Sheldon: Look at this. They posted another video. It's not even about science. They're on a celebrity bus tour.
Raj: Those are fun. I went on one and saw Tom Hanks talking to his gardener. He's even nice when you plant the wrong color azaleas.

Quote from the episode The Matrimonial Metric

Penny: Yeah, and Amy gave me this plastic ring and told me to hold on to it.
Howard: I got one, too.
Leonard: Yeah, same.
Raj: Yeah, me, too. But-but Cinnamon ate it. I-I'll get it back tomorrow.
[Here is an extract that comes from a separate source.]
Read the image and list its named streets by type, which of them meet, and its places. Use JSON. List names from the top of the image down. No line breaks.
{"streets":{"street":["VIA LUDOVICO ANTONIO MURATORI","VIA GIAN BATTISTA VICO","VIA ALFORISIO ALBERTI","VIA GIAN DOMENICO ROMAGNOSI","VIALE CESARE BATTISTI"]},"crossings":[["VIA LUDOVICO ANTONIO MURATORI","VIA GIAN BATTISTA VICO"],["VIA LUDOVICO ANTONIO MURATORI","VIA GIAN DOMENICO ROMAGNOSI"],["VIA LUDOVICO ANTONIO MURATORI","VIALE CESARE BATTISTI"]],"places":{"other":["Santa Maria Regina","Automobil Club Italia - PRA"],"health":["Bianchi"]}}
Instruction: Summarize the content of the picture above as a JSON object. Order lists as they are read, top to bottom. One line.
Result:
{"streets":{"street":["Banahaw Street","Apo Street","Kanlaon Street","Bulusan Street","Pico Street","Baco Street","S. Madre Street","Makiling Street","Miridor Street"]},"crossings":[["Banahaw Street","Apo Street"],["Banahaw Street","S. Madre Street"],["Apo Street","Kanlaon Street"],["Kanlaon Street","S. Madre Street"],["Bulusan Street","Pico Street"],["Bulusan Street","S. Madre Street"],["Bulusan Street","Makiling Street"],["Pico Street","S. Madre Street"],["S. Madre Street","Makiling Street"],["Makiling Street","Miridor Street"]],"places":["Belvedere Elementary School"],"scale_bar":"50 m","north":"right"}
Quote from the episode The Egg Salad Equivalency

Raj: Huh. That is so strange. Human Resources wants to talk to me tomorrow. [to his dog] Could you stop licking your ass for two minutes? I have a problem here.

Quote from the episode The Communication Deterioration

Leonard: So it sounds like we need a way to communicate that's simple.
Raj: And doesn't require outside machinery to be built to access it.
Leonard: It's also a problem because we don't even know if the aliens who find this can see. I mean, they might communicate in a totally different way than us.
Raj: Like when my dog is mad at me, she tells me by peeing in my slippers.